The initial skepticism that greeted Magic Johnson's explanation of how he had contracted the AIDS virus stemmed from such studies -- and from his reluctance to speak directly to the rumors of bisexual activities in the past. Johnson finally addressed those rumors last week. "I have never had a homosexual encounter," he wrote in SPORTS ILLUSTRATED. "Never."

Such denials are sometimes questioned by medical professionals. Doctors and nurses who minister to AIDS patients say that a heterosexual man who has contracted HIV will often tell his wife and children he got it from a prostitute. But close to death, these same men will sometimes confide that they did have a homosexual experience. Or that they flirted, many years ago, with intravenous drugs. At Sherman Oaks Hospital in California, which has been caring for AIDS patients since 1980, the nurses are no longer surprised. "When a guy says he got it from a woman, we just nod," says a nurse. "It's probably not true, but that's the way most of them want to handle it. And that's fine."

In the end, it doesn't matter whether Magic Johnson got the AIDS virus through heterosexual or homosexual sex. The fact remains that people can get infected through heterosexual contact and that a few simple precautions can sharply reduce -- or eliminate -- those risks. If Johnson can get that message across to those who need it most -- sexually active teens and young adults -- then his outspokenness will have done an immeasurable public service.

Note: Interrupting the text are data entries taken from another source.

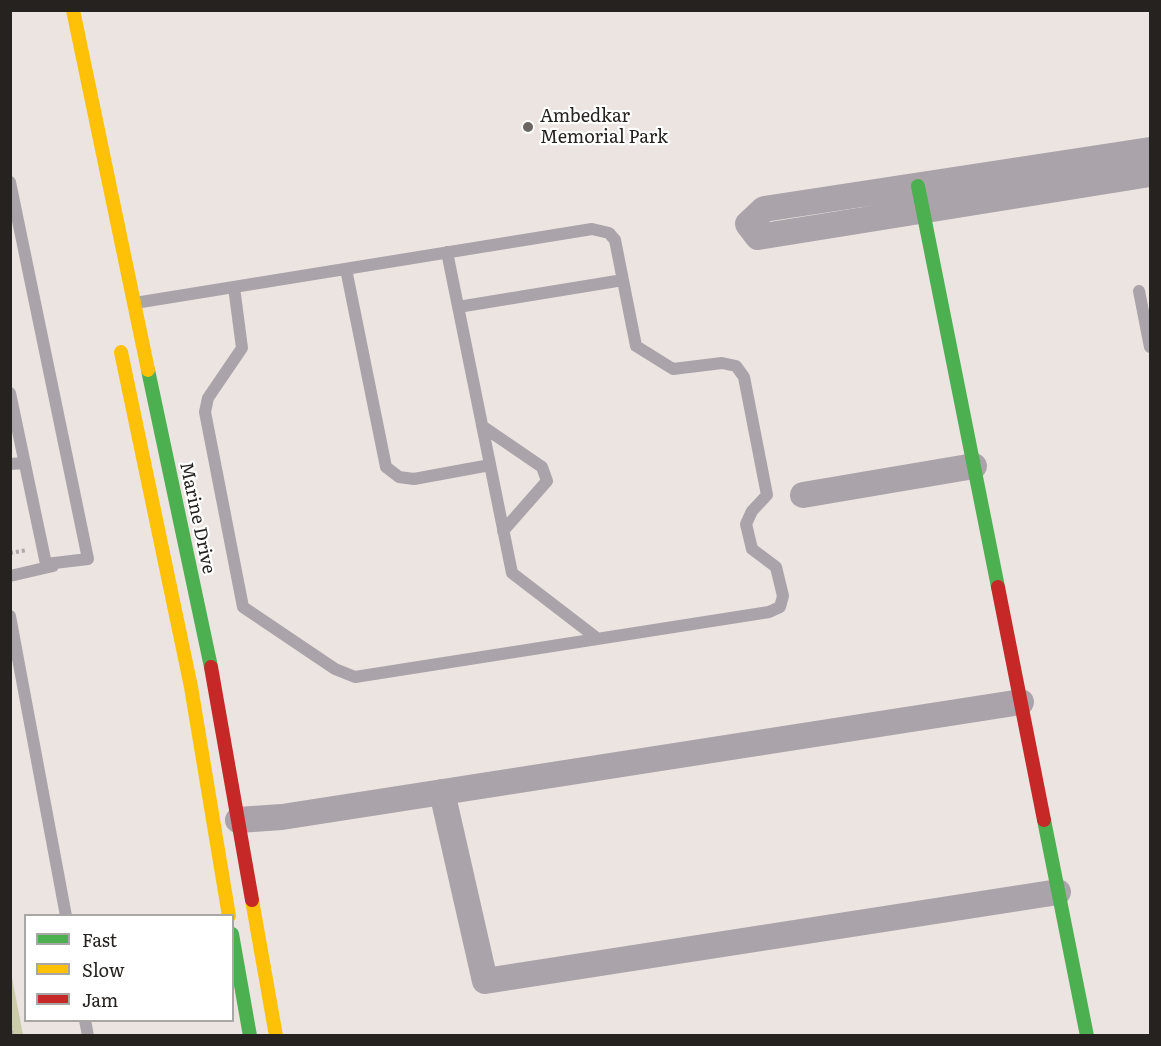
<!DOCTYPE html>
<style>
body{margin:0}
#map{position:relative;width:1161px;height:1046px;overflow:hidden;background:#ebe4e0;font-family:Literata,serif}
canvas{display:block}
.frame{position:absolute;inset:0;border:12px solid #26221f;pointer-events:none}
.legend{position:absolute;left:24px;top:914px;width:210px;height:108px;box-sizing:border-box;background:#fff;border:2px solid #a8a7a5;margin:0;padding:8px 10px;list-style:none;font-size:18px;color:#26221f}
.legend li{display:flex;align-items:center;gap:12px;height:30px}
.legend b{width:30px;border:2px solid #a8a7a5}
</style>
<div id="map">
<canvas width="1161" height="1046"></canvas>
<div class="frame"></div>
<ul class="legend">
<li><b style="height:8px;background:#4caf50"></b>Fast</li>
<li><b style="height:8px;background:#ffc107"></b>Slow</li>
<li><b style="height:8px;background:#c62828"></b>Jam</li>
</ul>
</div>
<script>
const g = document.querySelector('canvas').getContext('2d');
g.lineJoin = 'round';
function paint(path, color) {
  g.fillStyle = color;
  g.fill(path, 'evenodd');
}
function trace(path, color, width, dash) {
  g.strokeStyle = color;
  g.lineWidth = width;
  g.lineCap = dash ? 'butt' : 'round';
  g.setLineDash(dash || []);
  g.stroke(path);
}
function label(font, color, halo, rows, align = 'center') {
  g.font = font + ' Literata,serif';
  g.lineWidth = 4.5;
  g.setLineDash([]);
  g.textBaseline = 'middle';
  g.strokeStyle = halo;
  g.fillStyle = color;
  for (const [text, x, y, turn = 0] of rows) {
    g.save();
    g.translate(x, y);
    g.rotate((+turn || 0) * Math.PI / 180);
    g.textAlign = isNaN(turn) ? turn : align;
    if (halo) g.strokeText(text, 0, 0);
    g.fillText(text, 0, 0);
    g.restore();
  }
}
const green = new Path2D(`
 M 11,972 L 23,1035 L 11,1035 Z`);
const path = new Path2D(`
 M 10,553 L 27,550
 M 10,1025 L 12,1036`);
const lane = new Path2D(`
 M 10,182 L 88,559 L 46,564 L 10,393
 M 447,252 L 512,573 L 598,639
 M 346,269 L 386,467 L 399,477 L 414,479 L 490,465
 M 1139,291 L 1150,347
 M 135,303 L 592,229 L 609,233 L 615,240 L 636,346 L 673,369 L 722,363 L 736,366 L 744,377 L 767,495 L 752,511 L 746,524 L 752,549 L 776,567 L 783,596 L 780,607 L 769,612 L 355,677 L 335,669 L 243,607 L 205,412 L 208,398 L 242,348 L 234,287
 M 458,307 L 623,280
 M 482,426 L 542,467 L 547,481 L 503,531
 M 10,464 L 25,463
 M 10,576 L 53,566
 M 10,616 L 66,916
 M 85,1020 L 88,1036`);
const street = new Path2D(`
 M 1150,150 L 764,209 L 748,224 L 758,237 L 1150,174
 M 803,495 L 974,466
 M 442,792 L 485,981 L 1058,892
 M 238,820 L 282,817 L 1021,702`);
const fast = new Path2D(`
 M 918,186 L 998,587
 M 148,370 L 211,667
 M 1044,820 L 1087,1036
 M 232,934 L 250,1036`);
const slow = new Path2D(`
 M 73,10 L 148,370
 M 121,352 L 191,687 L 229,916
 M 252,900 L 276,1036`);
const jam = new Path2D(`
 M 998,587 L 1044,820
 M 211,667 L 252,900`);
const markers = [
 [528,127,6,"#6b6663"]
];
const poiNames = [
 ["Ambedkar",540,117],
 ["Memorial Park",540,138]
];
const streetNames = [
 ["Marine Drive",197,518,78]
];
paint(green, '#ccccab');
trace(path, '#afa8aa', 4, [3, 3]);
trace(lane, '#aaa3a9', 12);
trace(street, '#aaa3a9', 26);
trace(fast, '#4caf50', 14);
trace(slow, '#ffc107', 14);
trace(jam, '#c62828', 14);
for (const [x, y, r, color] of markers) {
  const dot = new Path2D();
  dot.arc(x, y, r, 0, 2 * Math.PI);
  g.fillStyle = color;
  g.fill(dot);
  trace(dot, '#fff', 2);
}
label('18px', '#26221f', '#fff', poiNames, 'left');
label('18px', '#26221f', '#fff', streetNames);
</script>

There were signs last week that Johnson has already started to make a difference. In schools across the country, teachers hastily organized classes and assemblies to answer the flood of student questions. At Inglewood High School near Los Angeles, where the Lakers frequently practice and Magic's name is magical, Jesse Jackson spoke to the students about AIDS, and the school passed out free condoms. "I hope everyone got one," says Rashieda Lane, 16. "I don't want my friends to catch it."

Americans are likely to hear a lot more about condoms in the coming months. Fox Broadcasting, the fourth largest TV network, reversed a long-standing policy and became the first national broadcaster willing to accept paid condom advertising -- provided the ads stress the health benefits and not birth control. CBS is also reviewing its condom-ad policies.

Government policymakers could be coming around as well. In New York City, where a program that provided drug addicts with clean needles had been canceled, Mayor David Dinkins announced that he had changed his mind and endorsed a new needle-exchange scheme. Even President Bush, who has done little of substance to support prevention campaigns, made the symbolic gesture of inviting Magic Johnson to fill a vacancy on his National Commission on AIDS. Johnson quickly accepted.

Efforts are also being accelerated on the research front. The World Health Organization, which had held up field trials of several experimental AIDS vaccines pending tests on animals, announced last week that it would skip the time-consuming lab trials and test the vaccines on humans in Brazil, Rwanda, Thailand and Uganda, perhaps within two years. In the U.S. the Centers for Disease Control is considering doing the same thing in the country's AIDS hot spots.

Until there is a vaccine or a cure, responsibility for AIDS in America will have to remain where it is now: with the people in danger of getting and spreading it. For the individual considering a casual sexual encounter, wearing a condom -- or abstaining altogether -- can mean the difference between acquiring a deadly virus and avoiding one. For the country as a whole, it can spell the difference between a contained health problem and one that is out of control.